Mayor Jacob Frey is in charge — right?

In 2021, the local chamber of commerce types who spent millions on Mayor Jacob Frey’s reelection and to boost a ballot question giving Frey strong mayor powers, argued that Minneapolis needed clear lines of authority and accountability. If everyone was in charge, then nobody was in charge. In order to ensure there could be no doubt who to hold responsible in cases of failure, they said voters deserved a strong mayor. Now we have one.

Four years later, and even the best journalism our city can produce about a dysfunctional, mismanaged, possibly corrupt city department — responsible for millions in public safety spending — frequently does not mention Mayor Jacob Frey’s name.

We should know by now, the mayor is in charge.

If you got your news from local TV last week, you’d have seen the recently resigned director of the Neighborhood Safety Department, Luana Nelson-Brown giving two interviews where she was treated as a whistleblower, standing up to a “broken system” she was trying to fix. She was allowed to shift blame to the city council, even though the city council is not her supervisor.

As we all know, the mayor is in charge.

Also on local TV, there were cryptic accusations against the city council from the Commissioner of Community Safety Todd Barnette. He reports to Mayor Frey directly and was Nelson-Brown’s immediate supervisor. If you wondered what he does to warrant annual compensation of nearly $400,000 — shielding the mayor from election year accountability might be it.

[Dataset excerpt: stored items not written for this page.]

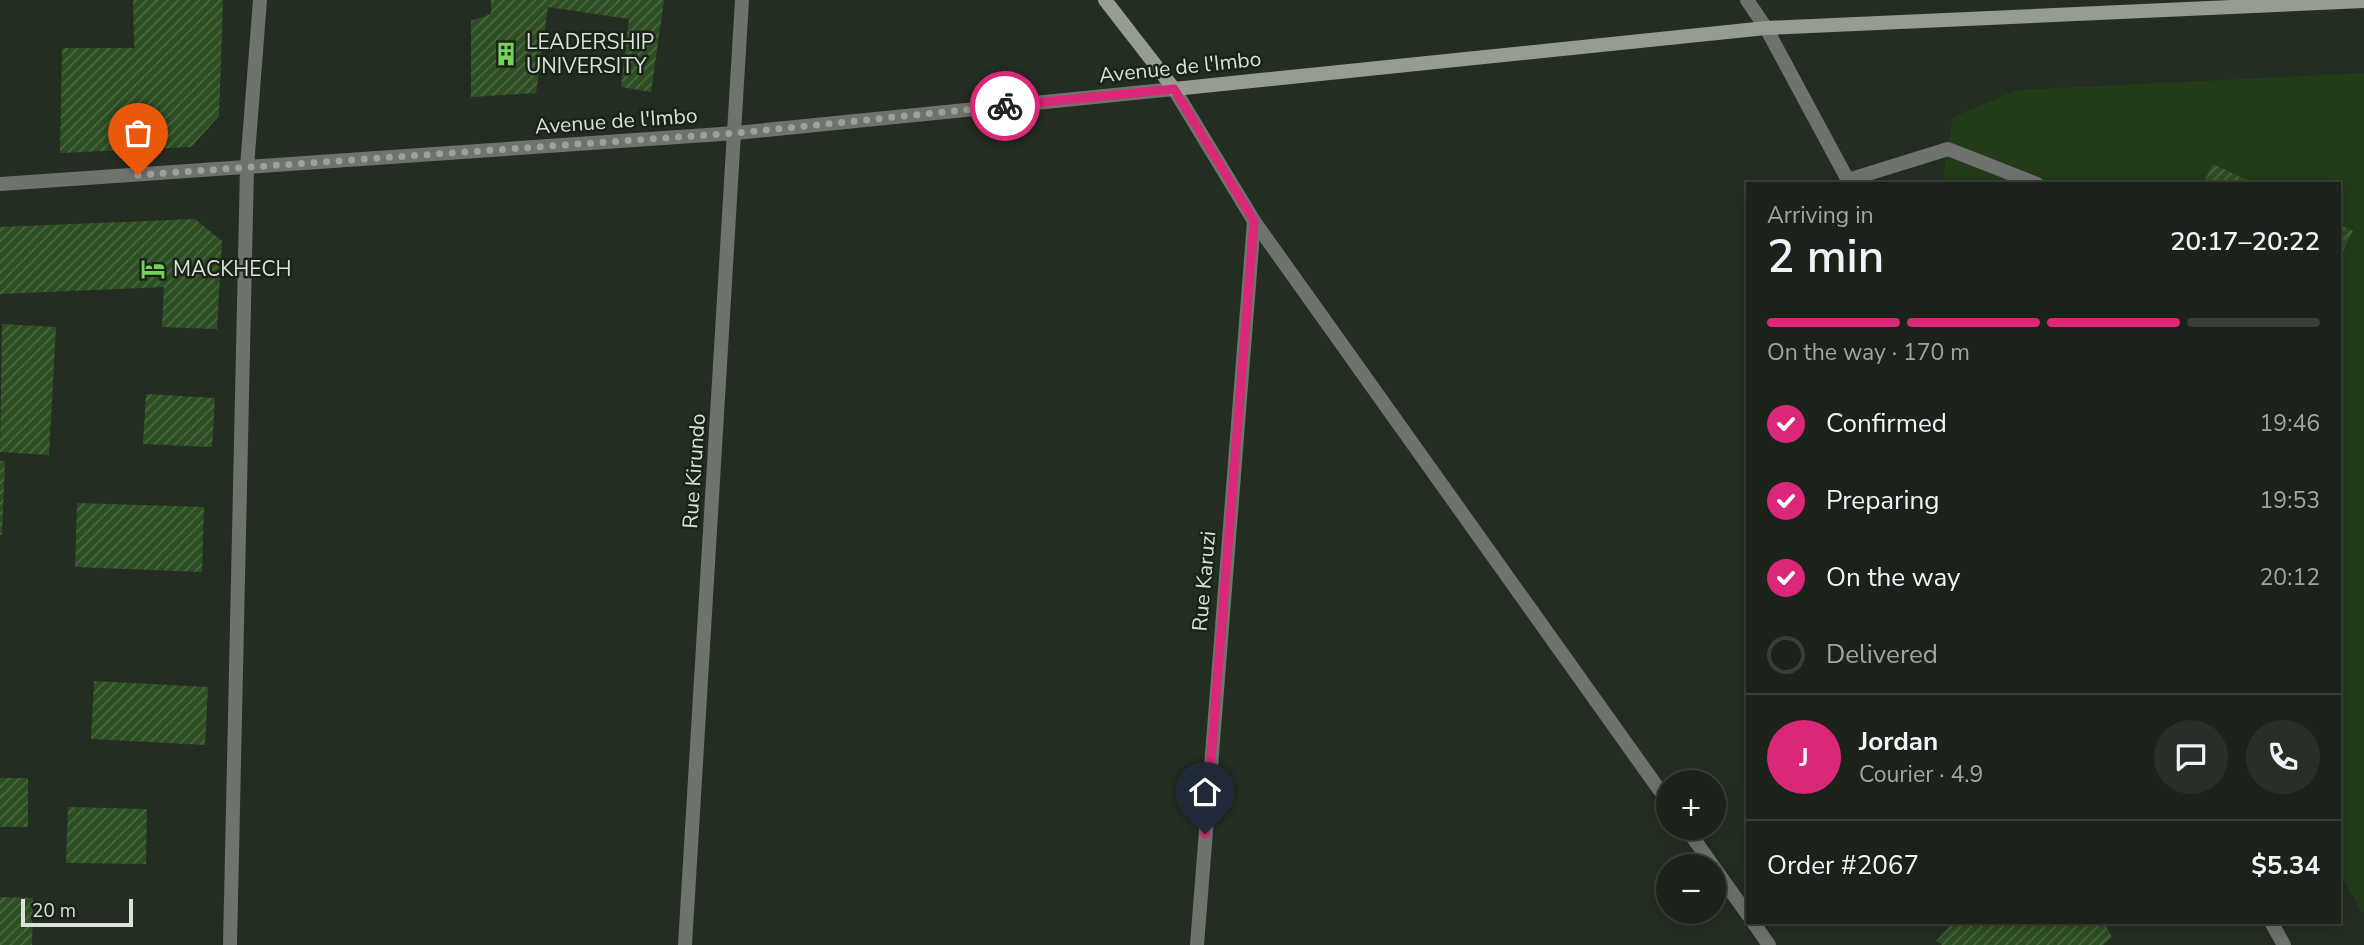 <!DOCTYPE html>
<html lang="en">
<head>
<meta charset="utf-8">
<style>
	body { margin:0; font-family:"Nunito Sans",sans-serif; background:#282f26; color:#f1f3f6; height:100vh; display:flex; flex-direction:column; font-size:26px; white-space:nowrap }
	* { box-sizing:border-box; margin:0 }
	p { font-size:23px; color:#a0a4a2 }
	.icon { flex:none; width:38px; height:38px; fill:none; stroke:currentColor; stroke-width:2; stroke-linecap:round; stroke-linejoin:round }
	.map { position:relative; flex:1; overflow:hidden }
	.sheet { position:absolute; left:1746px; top:182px; width:595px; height:742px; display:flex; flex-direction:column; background:#1b2219; border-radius:0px; box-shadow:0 4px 18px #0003,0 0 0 2px #393f38 }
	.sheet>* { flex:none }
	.fabs { position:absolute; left:1656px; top:770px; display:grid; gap:14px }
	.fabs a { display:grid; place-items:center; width:70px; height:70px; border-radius:50%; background:#1b2219; box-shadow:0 4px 18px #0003,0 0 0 2px #393f38; font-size:35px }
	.scale { position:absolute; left:21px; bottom:18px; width:112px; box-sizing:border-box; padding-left:7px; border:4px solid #dbe1da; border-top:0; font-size:19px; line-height:24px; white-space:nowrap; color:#dbe1da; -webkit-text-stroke:5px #1a2318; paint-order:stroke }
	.pin { position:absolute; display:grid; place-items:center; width:60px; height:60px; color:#fff; margin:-72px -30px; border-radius:50% 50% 50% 0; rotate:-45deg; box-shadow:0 0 7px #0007 }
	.pin .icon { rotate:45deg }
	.courier { position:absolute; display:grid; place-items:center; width:70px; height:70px; margin:-35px; border:5px solid #db2777; border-radius:50%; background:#fff; color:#222; box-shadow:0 2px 9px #0007 }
	.head em { font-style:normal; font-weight:600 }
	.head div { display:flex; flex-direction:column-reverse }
	.head { display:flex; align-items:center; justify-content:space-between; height:119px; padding:0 21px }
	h1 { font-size:46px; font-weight:600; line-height:52px }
	.bar { display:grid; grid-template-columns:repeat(4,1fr); gap:10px 7px; align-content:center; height:84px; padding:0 21px }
	.bar i { height:9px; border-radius:5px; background:#393f38 }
	.bar .selected { background:#db2777 }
	.bar p { grid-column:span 4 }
	.line { display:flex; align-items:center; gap:18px; padding:0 21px; border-top:2px solid #393f38 }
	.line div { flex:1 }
	.round { display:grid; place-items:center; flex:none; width:74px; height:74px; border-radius:37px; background:#282f26 }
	ol { padding:0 21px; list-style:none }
	li { display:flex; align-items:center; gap:21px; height:77px }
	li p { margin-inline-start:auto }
	li .icon { padding:7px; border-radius:50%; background:#db2777; color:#fff; stroke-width:4 }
	li:last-child { color:#a0a4a2 }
	li i { width:38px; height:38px; border:4px solid #393f38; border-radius:50% }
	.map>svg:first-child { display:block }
	.grass { fill:#233c1a }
	.building { fill:url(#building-hatch) }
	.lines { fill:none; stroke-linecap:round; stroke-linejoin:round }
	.lane { stroke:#6e736d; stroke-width:14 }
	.street { stroke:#6e736d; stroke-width:14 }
	.secondary { stroke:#959d93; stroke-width:14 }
	.done { stroke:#9ba299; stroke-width:7; stroke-dasharray:0 12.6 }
	.route { stroke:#db2777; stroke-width:9 }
	.labels { text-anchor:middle; stroke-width:5; stroke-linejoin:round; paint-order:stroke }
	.poi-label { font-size:21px; fill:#dbe1da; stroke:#1a2318; text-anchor:start }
	.street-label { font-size:21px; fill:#dbe1da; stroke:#1a2318 }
</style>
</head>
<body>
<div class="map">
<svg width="2364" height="945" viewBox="0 0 2364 945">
	<defs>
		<pattern id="building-hatch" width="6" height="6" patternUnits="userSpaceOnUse" patternTransform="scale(1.75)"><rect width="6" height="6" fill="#2d4e22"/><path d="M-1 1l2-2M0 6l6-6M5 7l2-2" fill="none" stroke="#4b6742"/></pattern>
	</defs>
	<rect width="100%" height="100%" fill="#242d21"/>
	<path class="grass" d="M2364 73V916L2340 874V184H1946L1943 178 1953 117 2017 90Z"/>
	<g class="building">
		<path d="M133 0H223L219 116 191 147 60 153 62 48H134Z"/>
		<path d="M491 0H664L651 92 621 87 629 19 548 7 536 93 471 97V21L491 14Z"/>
		<path d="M2213 164 2255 184H2203Z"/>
		<path d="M195 219 222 241 217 329 162 327 164 287 0 294V227Z"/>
		<path d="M2340 225 2353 231 2340 257Z"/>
		<path d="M2 324 56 327 49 455 0 452Z"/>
		<path d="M146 394 215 398 212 447 143 444Z"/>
		<path d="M0 461H5L2 535H0Z"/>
		<path d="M77 503 204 507 202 572 75 567Z"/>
		<path d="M94 681 208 687 205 745 91 739Z"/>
		<rect x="0" y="778" width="28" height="49"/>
		<path d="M68 807 147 809 146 864 66 863Z"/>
		<path d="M0 897 33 898 32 945H0Z"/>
		<path d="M1954 922H2104L2112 937 2103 945H1942L1936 941Z"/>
	</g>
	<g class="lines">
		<path class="lane" d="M1848 180 1948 149 2037 184"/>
		<g class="street">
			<path d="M1747 0 1766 28 1850 184"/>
			<path d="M0 184 736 133 1174 89 1254 221 1668 802"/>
			<path d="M1686 828 1748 915"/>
			<path d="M1753 922 1769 945"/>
			<path d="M2271 922 2284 945"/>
			<path d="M230 945 247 167 260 0"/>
			<path d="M685 945 742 0"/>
			<path d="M1197 945 1254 221"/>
		</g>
		<path class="secondary" d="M1105 0 1174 89 1766 28 2364 1"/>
	</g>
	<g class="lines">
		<path class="done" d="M138 175 736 133 1005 106"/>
		<path class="route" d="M1005 106 1174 89 1254 221 1205 834"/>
	</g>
	<defs>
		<g id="building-bare" transform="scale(1.89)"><path d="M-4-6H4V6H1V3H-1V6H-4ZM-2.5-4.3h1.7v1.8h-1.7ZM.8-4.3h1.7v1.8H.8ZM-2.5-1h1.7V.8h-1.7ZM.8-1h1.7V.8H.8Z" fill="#77d259" stroke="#1a2318" stroke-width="2.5" paint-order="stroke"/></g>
		<g id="hotel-bare" transform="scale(1.89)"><path d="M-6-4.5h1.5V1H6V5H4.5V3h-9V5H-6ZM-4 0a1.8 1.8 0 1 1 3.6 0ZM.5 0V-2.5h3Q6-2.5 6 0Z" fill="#77d259" stroke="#1a2318" stroke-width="2.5" paint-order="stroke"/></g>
	</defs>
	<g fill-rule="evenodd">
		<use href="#building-bare" x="506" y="54"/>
		<use href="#hotel-bare" x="153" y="269"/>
	</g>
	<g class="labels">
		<g class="poi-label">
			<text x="526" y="49">LEADERSHIP<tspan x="526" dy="24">UNIVERSITY</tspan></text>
			<text x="173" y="276">MACKHECH</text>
		</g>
		<g class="street-label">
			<text transform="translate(1180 67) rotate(-6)" y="7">Avenue de l'Imbo</text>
			<text transform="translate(616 121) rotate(-4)" y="7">Avenue de l'Imbo</text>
			<text transform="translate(694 471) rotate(-86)" y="7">Rue Kirundo</text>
			<text transform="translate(1204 581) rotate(-85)" y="7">Rue Karuzi</text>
		</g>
	</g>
</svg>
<div class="fabs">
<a>+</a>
<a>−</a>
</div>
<div class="scale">20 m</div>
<div class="pin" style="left:138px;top:175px;background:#ea580c"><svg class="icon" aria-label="bag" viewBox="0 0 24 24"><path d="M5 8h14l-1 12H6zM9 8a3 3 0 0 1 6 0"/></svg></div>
<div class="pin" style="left:1205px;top:834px;background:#1f2937"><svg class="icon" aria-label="home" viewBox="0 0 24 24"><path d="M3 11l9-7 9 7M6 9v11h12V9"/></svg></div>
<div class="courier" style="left:1005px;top:106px"><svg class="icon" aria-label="bike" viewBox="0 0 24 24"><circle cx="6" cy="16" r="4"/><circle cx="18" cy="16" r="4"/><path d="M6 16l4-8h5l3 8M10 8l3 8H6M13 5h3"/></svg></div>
<section class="sheet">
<div class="head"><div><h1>2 min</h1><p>Arriving in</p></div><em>20:17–20:22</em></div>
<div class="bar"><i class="selected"></i><i class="selected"></i><i class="selected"></i><i></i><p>On the way · 170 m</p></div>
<ol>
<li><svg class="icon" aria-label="check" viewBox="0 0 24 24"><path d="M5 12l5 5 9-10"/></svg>Confirmed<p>19:46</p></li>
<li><svg class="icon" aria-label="check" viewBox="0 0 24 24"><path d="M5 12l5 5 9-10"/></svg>Preparing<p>19:53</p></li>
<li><svg class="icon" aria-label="check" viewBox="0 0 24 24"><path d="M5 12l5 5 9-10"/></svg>On the way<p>20:12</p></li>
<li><i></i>Delivered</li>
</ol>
<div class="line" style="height:126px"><b class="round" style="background:#db2777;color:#fff">J</b><div><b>Jordan</b><p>Courier · 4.9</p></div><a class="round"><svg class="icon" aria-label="chat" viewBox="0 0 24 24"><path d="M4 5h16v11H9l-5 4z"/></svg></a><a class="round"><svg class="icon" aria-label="phone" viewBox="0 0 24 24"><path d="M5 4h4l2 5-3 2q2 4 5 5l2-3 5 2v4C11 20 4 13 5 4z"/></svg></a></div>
<div class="line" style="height:91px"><div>Order #2067</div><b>$5.34</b></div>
</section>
</div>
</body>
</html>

Commissioner Barnette says as the city has taken bias out of their RFP process, selected vendors who scored highest, they've "gotten more and more resistance.""Wherever those facts lead you, there it is."That's a real cryptic accusation from an ex-judge.

Wedge LIVE!™ (@wedge.live) 2025-02-11T01:30:39.349Z

Barnette has explained this situation in a press release, saying council members were unhappy that contracts wouldn't be awarded to their "favorite non-profits."

Wedge LIVE!™ (@wedge.live) 2025-02-10T20:24:17.014Z

Today's blowup with Rev. McAfee at the city council was so incredible that Fox 9 has highlighted Council Member Wonsley's apple eating with a green box. But the headline should be Wonsley interrupts pastor's homophobia with apple eating.

Wedge LIVE!™ (@wedge.live) 2025-02-10T23:52:02.659Z

I bet you saw news about the city council’s “controversial” idea to temporarily move violence intervention funding from the city to the county — due to mismanagement, they said. This idea became controversial because Luana Nelson-Brown was campaigning against it on TV — and because a prominent North Minneapolis pastor, Jerry McAfee, showed up to yell at the city council about it. The council backed off the idea.

If you’re extremely online, you may have heard a more detailed account of the pastor’s remarks which many interpreted as homophobic; or the pastor’s counter-charge of “heterophobia.” If you’re a sicko like me, you watched the Facebook live video where the pastor, a recipient of violence prevention contracts from both the city and state, reacts to the furor by declaring “I don’t preach non-violence” and “I ain’t shot nobody, however I will if I have to.”

Long story short, there’s a swirl of controversy around the city council as the mayor remains nameless and blameless above the fray. You’d never know he was in charge.

In 2021, before coming to work for the City of Minneapolis, Luana Nelson Brown was executive director of the Iowa Coalition for Collective Change. The organization failed to file the correct paperwork and lost its tax-exempt status. The Iowa Attorney General’s Office (run by a Democrat at the time) identified “compliance challenges” and called funding the organization “increasingly difficult and risky.”

As reported by Susan Du in the Star Tribune: under Nelson-Brown’s leadership in 2023, the Neighborhood Safety Department created a no-bid contract for the “Human Dignity model” of violence prevention that nobody can confirm is a real thing. The contract was given to an organization created less than a month before issuing the request for proposals. The guy who runs this organization can’t name anyone else who uses the “human dignity model.” And oh yeah, he’s Nelson-Brown’s ex-boyfriend.

In another case reported by Du last November, an organization belonging to Nancy Korsah, the sister of NSD staffer Georgia Korsah, was recommended for a $1 million contract. Georgia, the city staffer, is also the former COO of the organization. Council members identified red flags and denied the contract.

When I read this story, I did five minutes of investigating on Nancy Korsah’s website and found a fake testimonial from a CEO named “Jason M.” The headshot actually belongs to a University of Michigan professor named Brian Flanagan.

This all reflects poorly on Mayor Jacob Frey, who is currently seeking a third term, and his Neighborhood Safety Department. But I’m not sure anyone has a memory long enough to understand the mayor is in charge.

Nancy Korsah’s website with at least one fake testimonial from “Jason M.”
Jason M is actually Michigan professor Brian Flanagan.